The only remaining possibility is that all active sites have
a <ready T> in their logs and no <commit T> or
<abort T>. In that case it is impossible to tell
whether C has or will decide to commit or abort. The sites
have "solemnly promised" to obey C's decision. There's no
choice but to wait for C to recover. Problem: the pending
transaction may tie up resources.
- 17.3.2.3 Failure of the Network
If the link between Sk and Si fails, then Sk can take the
same actions it would take if Si had failed, and conversely
for Si.
- Section 17.4 -- Concurrency Control
- 17.4.1 Locking Protocols
Recall the following points that were made in chapter 7 (Process
Synchronization).
- When we want to insure atomicity of some transaction, we may
not have to treat the whole section as a single critical
section to be protected by a single lock or semaphore.
- It is enough to insure serializability -- to insure that
when two transactions execute concurrently the effect
on the data is the same as if one transaction was
carried out completely first and then the other.
- If we use a lock for each data item and require transactions
to follow a locking protocol, we can ensure serializability.
- The so-called two-phase locking protocol may be used.
- The transaction may obtain but not release locks during
the growing phase.
- The transaction may release locks but not obtain any new
locks during the shrinking phase.
- The two-phase locking protocol ensures conflict
serializability but does not ensure freedom from
deadlock.
- There are conflict-serializable schedules that cannot
be obtained through two-phase locking.
We can use the two-phase locking protocol in a distributed
environment.

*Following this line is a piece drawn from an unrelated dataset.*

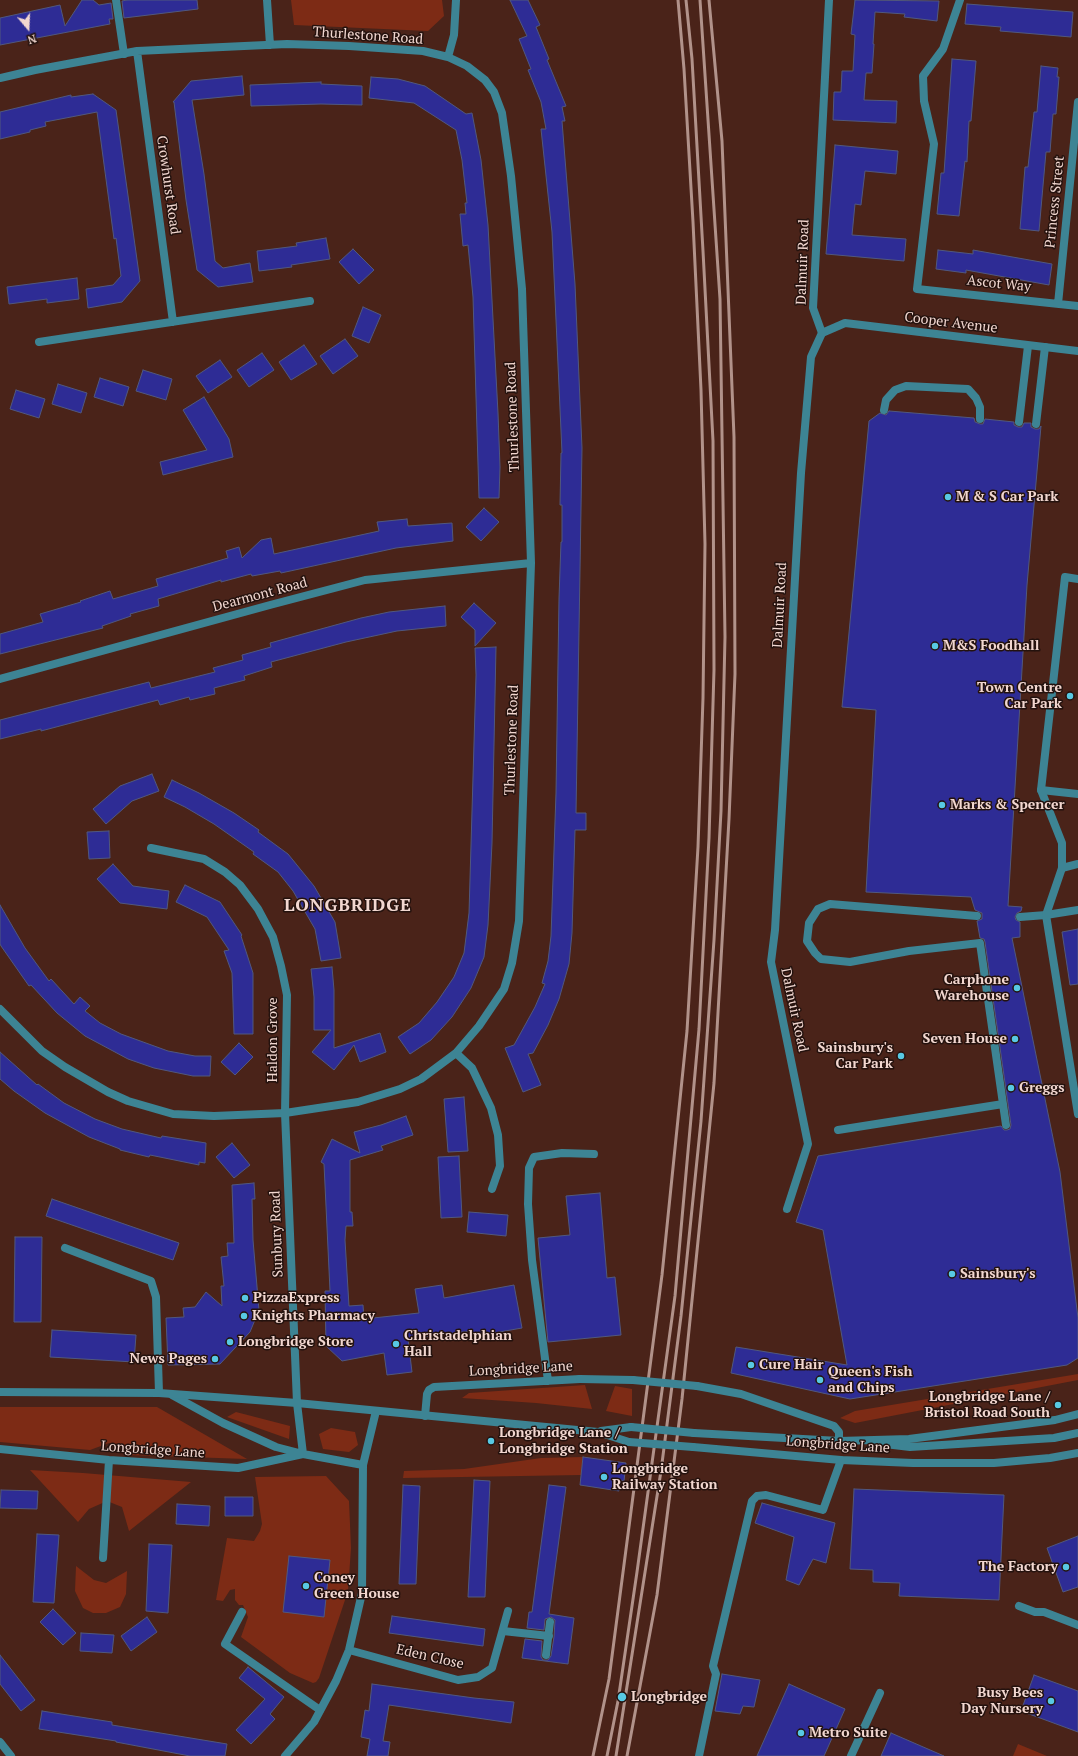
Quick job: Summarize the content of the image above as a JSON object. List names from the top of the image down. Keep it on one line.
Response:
{"streets":{"street":["Thurlestone Road","Crowhurst Road","Princess Street","Dalmuir Road","Ascot Way","Cooper Avenue","Dearmont Road","Haldon Grove","Sunbury Road","Longbridge Lane","Eden Close"]},"crossings":[["Thurlestone Road","Crowhurst Road"],["Thurlestone Road","Dearmont Road"],["Thurlestone Road","Haldon Grove"],["Thurlestone Road","Sunbury Road"],["Princess Street","Ascot Way"],["Dalmuir Road","Cooper Avenue"],["Haldon Grove","Sunbury Road"],["Sunbury Road","Longbridge Lane"]],"districts":["LONGBRIDGE"],"places":["M & S Car Park","M&S Foodhall","Town Centre Car Park","Marks & Spencer","Carphone Warehouse","Seven House","Sainsbury's Car Park","Greggs","Sainsbury's","PizzaExpress","Knights Pharmacy","Longbridge Store","Christadelphian Hall","News Pages","Cure Hair","Queen's Fish and Chips","Longbridge Lane / Bristol Road South","Longbridge Lane / Longbridge Station","Longbridge Railway Station","The Factory","Coney Green House","Longbridge","Busy Bees Day Nursery","Metro Suite"],"north":"bottom"}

However, we have to consider how the lock manager
will function in the distributed system. Five different schemes
are presented.
- 17.4.1.1 Non-replicated Scheme
If there is no replicated data it is simple to use a lock
manager at each site. A process executing a transaction may
lock data at various sites simply by communicating with the
respective lock managers using a request-wait-grant-release
paradigm.
This approach makes handling deadlock more complicated. (See
section 17.5)
- 17.4.1.2 Single-Coordinator Approach
If there is one system-wide lock manager then administrating
locks on duplicated data is no great task. Deadlock can be
handled as on a centralized system. However the lock
manager can be a bottleneck and a single point of failure.
A compromise is to have a multiplicity of lock managers.

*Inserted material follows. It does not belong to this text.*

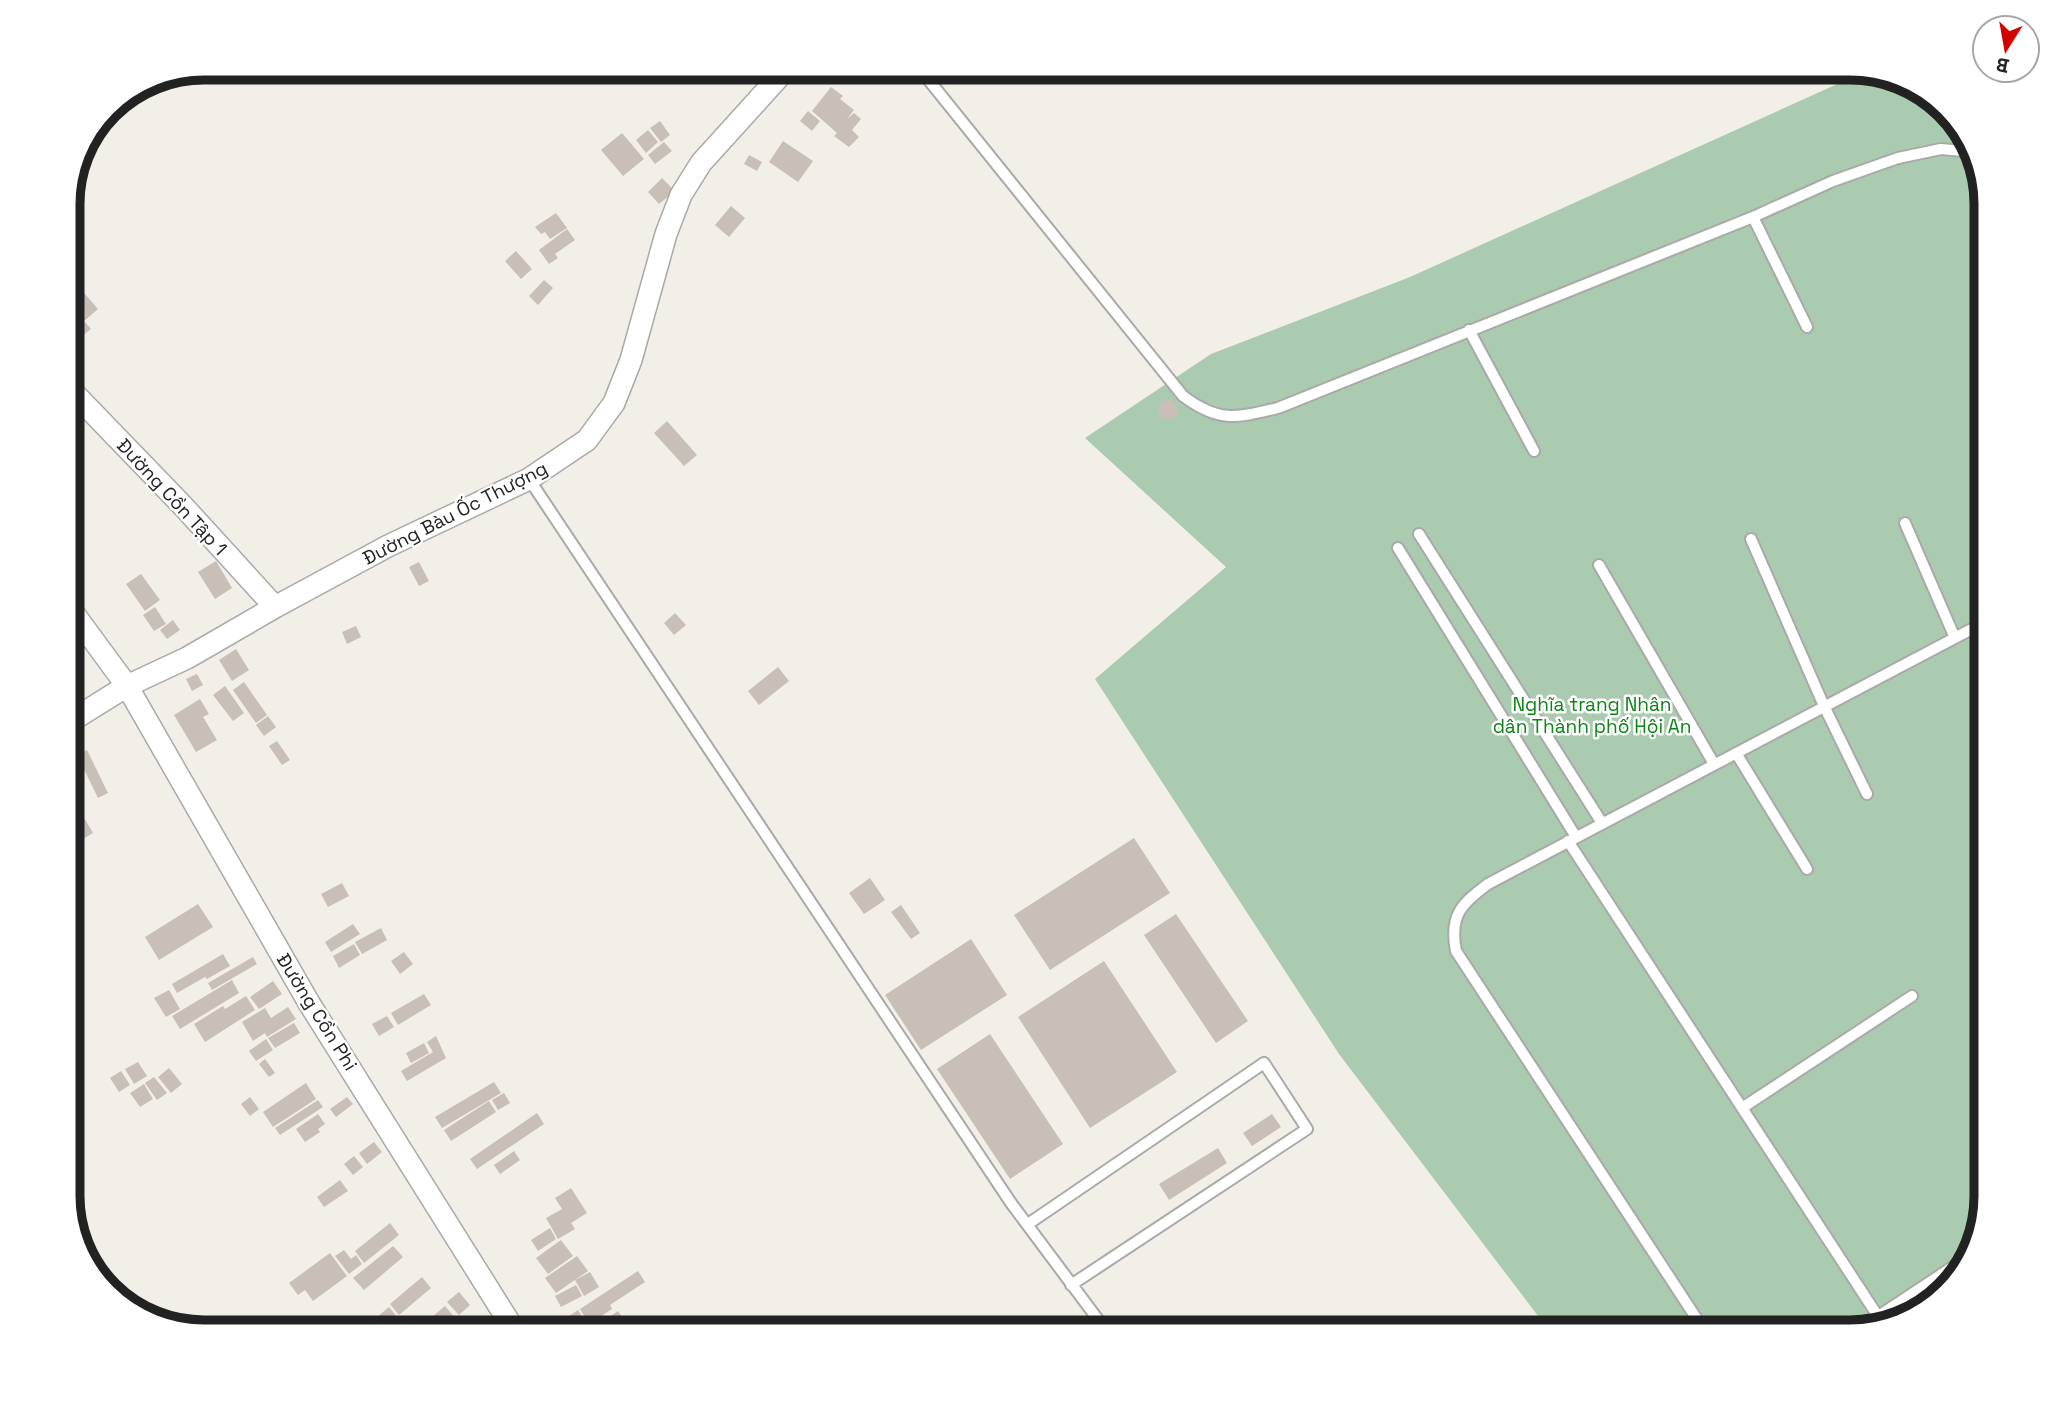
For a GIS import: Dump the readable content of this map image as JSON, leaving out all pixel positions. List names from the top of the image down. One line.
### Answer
{"streets":{"street":["Đường Cồn Tập 1","Đường Bàu Ốc Thượng","Đường Cồn Phi"]},"crossings":[["Đường Cồn Tập 1","Đường Bàu Ốc Thượng"],["Đường Bàu Ốc Thượng","Đường Cồn Phi"]],"parks":["Nghĩa trang Nhân dân Thành phố Hội An"],"north":"bottom"}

Each manager is responsible for locks on only some of
the data. Arrange it so that all replicas of any
particular datum are managed by the same lock
manager. That way a process has to talk to only one manager
to lock any particular piece of data.
This approach makes handling deadlock more complicated. (See
section 17.5)
- 17.4.1.3 Majority Protocol
Put a lock manager at each site, responsible for all the
data at that site (only).
A transaction makes requests of at least half the managers
of replicas of the desired data. The transaction has to
wait until a majority of the lock managers have granted the
lock request.
The scheme otherwise has the standard
request-wait-grant-release pattern.
Complex implementation
2*((N/2)+1) messages required to acquire a lock and (N/2)+1
messages to release (Formulas use "integer division.")
This approach makes handling deadlock more complicated. (See
section 17.5) Deadlock can happen even if processes are only
trying to lock one datum.
- 17.4.1.4 Biased Protocol
This scheme is like the majority protocol except that shared
and exclusive locks are handled differently.
To get a shared lock all you need is permission from the
manager of one of the replicas.
To get an exclusive lock you must get permission from the
managers of all the replicas.
Low overhead on reading but high on writing.
This approach makes handling deadlock more complicated. (See
section 17.5)
- 17.4.1.5 Primary Copy
Designate a primary copy of each datum.
To get a lock, just get permission from the manager of the
primary copy.
Simple design.
If the manager at the primary site fails then we can't lock
the data -- even if replicas are still accessible.
- 17.4.2 Timestamping
- 17.4.2.1 Generation of Unique Timestamps
The discussion in this part of the text is a little confusing.
What it boils down to is that we can use the event-ordering
scheme that was developed in section 17.1.
- 17.4.2.2 Timestamp-Ordering Scheme
This section is basically an exercise in the text which I am
skipping this term in the interest of saving time :-).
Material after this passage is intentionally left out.